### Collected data

--

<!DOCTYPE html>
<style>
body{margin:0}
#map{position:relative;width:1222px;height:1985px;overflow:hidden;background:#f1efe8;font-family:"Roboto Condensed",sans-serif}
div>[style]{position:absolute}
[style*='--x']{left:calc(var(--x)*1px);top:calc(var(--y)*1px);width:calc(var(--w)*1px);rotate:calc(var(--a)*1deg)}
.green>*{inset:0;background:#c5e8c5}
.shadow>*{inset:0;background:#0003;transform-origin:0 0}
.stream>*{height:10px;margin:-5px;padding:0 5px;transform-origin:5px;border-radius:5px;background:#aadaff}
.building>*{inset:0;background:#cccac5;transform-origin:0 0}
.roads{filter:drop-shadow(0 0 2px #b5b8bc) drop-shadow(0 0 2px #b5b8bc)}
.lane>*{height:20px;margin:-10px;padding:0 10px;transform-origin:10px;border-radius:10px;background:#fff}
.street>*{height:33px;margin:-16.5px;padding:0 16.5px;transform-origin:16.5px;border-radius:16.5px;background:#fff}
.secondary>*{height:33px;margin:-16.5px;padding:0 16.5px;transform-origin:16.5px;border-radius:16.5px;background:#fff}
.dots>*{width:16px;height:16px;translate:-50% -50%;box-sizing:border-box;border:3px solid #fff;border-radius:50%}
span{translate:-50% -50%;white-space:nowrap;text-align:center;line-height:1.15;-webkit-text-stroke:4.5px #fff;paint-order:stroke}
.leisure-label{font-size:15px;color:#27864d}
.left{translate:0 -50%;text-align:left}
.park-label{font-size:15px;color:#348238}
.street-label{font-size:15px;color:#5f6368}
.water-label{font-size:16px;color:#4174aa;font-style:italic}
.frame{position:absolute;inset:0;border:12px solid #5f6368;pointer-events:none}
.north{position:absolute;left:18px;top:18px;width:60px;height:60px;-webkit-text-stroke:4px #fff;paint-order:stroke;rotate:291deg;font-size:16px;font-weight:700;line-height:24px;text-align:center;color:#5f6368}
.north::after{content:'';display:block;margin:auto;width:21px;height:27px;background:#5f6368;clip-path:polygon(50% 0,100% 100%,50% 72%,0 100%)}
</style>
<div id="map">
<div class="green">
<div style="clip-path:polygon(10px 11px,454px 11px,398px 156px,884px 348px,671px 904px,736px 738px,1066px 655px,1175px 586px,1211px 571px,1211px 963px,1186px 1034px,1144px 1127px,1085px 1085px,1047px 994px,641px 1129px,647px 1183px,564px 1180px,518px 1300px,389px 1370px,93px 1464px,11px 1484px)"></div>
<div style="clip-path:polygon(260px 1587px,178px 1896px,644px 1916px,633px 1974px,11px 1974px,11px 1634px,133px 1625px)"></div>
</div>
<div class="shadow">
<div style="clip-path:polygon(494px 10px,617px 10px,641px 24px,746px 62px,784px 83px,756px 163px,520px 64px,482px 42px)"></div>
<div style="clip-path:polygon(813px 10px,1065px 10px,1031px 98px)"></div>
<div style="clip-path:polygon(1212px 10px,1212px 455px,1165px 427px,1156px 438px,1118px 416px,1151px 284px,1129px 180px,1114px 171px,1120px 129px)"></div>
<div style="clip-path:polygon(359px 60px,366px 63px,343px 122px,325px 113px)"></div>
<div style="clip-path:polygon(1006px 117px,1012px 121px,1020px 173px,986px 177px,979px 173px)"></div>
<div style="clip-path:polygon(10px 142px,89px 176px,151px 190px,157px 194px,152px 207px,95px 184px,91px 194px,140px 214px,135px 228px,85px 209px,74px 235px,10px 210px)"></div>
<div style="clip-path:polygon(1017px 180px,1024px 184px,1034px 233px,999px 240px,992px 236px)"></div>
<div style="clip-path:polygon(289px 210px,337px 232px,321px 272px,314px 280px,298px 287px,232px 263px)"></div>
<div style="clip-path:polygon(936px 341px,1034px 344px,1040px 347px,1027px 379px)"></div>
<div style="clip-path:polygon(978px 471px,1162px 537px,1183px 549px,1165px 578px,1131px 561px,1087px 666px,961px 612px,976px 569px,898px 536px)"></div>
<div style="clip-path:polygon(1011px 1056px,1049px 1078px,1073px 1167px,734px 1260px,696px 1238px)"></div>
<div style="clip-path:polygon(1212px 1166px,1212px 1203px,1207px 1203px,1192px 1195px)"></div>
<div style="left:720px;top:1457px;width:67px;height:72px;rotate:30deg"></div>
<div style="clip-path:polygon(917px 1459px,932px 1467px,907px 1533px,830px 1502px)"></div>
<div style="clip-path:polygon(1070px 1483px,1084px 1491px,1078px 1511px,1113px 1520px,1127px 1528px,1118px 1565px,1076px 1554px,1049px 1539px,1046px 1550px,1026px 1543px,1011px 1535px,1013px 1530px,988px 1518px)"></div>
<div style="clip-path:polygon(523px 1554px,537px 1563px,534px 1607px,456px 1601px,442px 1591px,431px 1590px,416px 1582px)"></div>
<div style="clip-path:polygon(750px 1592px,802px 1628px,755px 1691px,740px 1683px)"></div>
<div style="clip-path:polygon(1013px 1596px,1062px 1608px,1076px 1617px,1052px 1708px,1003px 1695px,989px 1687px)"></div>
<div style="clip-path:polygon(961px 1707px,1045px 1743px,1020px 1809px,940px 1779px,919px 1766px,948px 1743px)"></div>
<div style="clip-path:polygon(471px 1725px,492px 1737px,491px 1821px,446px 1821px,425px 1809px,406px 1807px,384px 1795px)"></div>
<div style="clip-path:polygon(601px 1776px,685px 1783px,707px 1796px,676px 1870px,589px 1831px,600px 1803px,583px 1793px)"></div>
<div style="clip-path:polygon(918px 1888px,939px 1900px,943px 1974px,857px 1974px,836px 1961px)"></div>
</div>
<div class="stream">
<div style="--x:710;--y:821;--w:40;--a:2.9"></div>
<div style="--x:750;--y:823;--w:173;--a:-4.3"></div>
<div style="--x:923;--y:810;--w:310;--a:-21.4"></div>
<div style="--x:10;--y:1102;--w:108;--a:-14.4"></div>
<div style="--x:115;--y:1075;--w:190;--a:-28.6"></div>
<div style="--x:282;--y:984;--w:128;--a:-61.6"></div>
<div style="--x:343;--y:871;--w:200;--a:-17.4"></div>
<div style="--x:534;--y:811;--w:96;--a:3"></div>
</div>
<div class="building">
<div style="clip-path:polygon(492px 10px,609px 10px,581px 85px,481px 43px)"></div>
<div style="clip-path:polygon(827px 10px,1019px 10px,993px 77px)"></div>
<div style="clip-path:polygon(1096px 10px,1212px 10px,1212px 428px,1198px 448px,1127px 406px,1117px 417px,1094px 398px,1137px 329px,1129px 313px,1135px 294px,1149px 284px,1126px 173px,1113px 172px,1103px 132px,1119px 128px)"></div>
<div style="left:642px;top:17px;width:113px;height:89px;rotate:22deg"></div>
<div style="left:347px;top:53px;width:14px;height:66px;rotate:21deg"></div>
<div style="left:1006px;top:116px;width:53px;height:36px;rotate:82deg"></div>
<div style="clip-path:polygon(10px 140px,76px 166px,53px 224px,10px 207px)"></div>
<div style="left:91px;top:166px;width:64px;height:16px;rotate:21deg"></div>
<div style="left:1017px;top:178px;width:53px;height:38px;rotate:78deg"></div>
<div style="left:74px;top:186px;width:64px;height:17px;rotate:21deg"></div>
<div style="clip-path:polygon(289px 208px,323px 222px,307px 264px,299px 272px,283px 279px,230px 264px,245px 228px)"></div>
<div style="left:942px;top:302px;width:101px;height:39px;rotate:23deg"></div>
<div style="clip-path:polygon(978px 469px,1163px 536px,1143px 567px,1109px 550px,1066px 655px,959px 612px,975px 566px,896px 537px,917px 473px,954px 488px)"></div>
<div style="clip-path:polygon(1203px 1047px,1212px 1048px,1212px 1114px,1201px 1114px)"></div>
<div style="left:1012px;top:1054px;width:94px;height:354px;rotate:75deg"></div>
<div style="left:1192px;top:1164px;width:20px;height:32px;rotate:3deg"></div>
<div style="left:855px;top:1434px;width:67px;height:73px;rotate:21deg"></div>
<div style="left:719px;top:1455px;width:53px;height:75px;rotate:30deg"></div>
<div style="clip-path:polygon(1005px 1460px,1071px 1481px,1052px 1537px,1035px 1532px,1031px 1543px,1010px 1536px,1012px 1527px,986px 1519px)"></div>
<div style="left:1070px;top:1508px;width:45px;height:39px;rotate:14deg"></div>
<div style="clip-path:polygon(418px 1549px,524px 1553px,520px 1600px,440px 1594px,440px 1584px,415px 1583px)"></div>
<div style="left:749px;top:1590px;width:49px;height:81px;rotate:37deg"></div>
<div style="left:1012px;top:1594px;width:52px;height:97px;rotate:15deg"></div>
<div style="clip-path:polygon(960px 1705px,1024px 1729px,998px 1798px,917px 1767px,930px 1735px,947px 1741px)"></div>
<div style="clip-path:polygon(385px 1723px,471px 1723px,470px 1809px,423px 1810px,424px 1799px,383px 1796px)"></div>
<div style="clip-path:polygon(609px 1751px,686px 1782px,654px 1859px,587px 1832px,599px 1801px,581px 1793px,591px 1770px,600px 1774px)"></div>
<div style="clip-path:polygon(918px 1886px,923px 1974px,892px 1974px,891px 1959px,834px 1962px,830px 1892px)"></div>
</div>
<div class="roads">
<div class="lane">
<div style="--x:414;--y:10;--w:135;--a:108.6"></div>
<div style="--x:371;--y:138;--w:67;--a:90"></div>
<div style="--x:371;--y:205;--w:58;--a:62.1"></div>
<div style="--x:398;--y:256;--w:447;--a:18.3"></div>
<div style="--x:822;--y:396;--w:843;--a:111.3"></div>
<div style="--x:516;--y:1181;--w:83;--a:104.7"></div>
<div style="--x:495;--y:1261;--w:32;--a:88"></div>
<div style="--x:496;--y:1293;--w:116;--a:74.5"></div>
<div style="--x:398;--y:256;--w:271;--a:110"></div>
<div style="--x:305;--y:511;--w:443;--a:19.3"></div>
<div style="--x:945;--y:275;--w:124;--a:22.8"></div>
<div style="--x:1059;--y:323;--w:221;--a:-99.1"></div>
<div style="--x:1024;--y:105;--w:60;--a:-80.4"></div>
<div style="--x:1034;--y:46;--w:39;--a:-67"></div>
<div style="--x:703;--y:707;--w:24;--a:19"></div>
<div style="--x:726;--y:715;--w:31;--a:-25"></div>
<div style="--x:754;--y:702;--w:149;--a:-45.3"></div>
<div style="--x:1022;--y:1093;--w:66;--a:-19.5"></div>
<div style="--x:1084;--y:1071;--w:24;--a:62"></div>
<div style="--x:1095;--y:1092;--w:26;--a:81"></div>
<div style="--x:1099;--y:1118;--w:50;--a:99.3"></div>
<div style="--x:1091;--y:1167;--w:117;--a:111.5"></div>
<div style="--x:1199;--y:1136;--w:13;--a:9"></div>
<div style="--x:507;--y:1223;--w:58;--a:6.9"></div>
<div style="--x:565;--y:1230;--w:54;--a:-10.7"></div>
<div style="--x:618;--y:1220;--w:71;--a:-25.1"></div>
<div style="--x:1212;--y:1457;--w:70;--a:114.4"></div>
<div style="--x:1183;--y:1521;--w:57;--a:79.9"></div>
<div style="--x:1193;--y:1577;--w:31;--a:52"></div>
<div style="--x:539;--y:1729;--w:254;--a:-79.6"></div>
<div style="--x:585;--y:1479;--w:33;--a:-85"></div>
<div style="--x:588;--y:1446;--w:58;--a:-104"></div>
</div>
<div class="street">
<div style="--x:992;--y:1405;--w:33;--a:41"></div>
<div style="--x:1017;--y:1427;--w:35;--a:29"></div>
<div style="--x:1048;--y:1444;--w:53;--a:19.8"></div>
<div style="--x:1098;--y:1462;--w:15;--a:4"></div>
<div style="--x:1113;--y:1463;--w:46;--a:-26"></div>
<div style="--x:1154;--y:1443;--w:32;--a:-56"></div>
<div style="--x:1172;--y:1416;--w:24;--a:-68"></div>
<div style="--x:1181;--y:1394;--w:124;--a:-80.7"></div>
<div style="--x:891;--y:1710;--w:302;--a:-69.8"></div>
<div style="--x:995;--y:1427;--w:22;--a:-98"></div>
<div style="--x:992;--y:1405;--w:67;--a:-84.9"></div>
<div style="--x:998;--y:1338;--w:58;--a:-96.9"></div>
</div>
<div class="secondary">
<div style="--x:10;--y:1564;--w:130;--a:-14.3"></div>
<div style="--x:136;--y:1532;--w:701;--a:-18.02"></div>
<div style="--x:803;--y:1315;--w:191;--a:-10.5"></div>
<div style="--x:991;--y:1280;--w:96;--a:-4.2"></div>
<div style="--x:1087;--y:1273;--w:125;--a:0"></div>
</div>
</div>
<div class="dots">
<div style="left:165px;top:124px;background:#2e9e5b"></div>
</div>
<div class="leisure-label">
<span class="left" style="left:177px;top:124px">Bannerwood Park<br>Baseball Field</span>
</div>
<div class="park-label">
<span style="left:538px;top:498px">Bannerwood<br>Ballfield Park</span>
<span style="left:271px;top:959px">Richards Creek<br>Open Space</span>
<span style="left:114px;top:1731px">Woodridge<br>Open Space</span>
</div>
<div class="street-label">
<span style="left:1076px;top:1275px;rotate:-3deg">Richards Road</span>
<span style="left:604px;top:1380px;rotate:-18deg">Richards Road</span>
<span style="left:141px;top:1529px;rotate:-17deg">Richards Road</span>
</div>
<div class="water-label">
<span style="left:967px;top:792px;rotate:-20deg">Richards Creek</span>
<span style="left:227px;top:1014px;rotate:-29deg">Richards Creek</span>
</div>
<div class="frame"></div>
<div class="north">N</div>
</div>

--

### REQUIREMENT
All that is needed is how many lines of the data contain "stream", stated as a number.

### TASK RESULT
2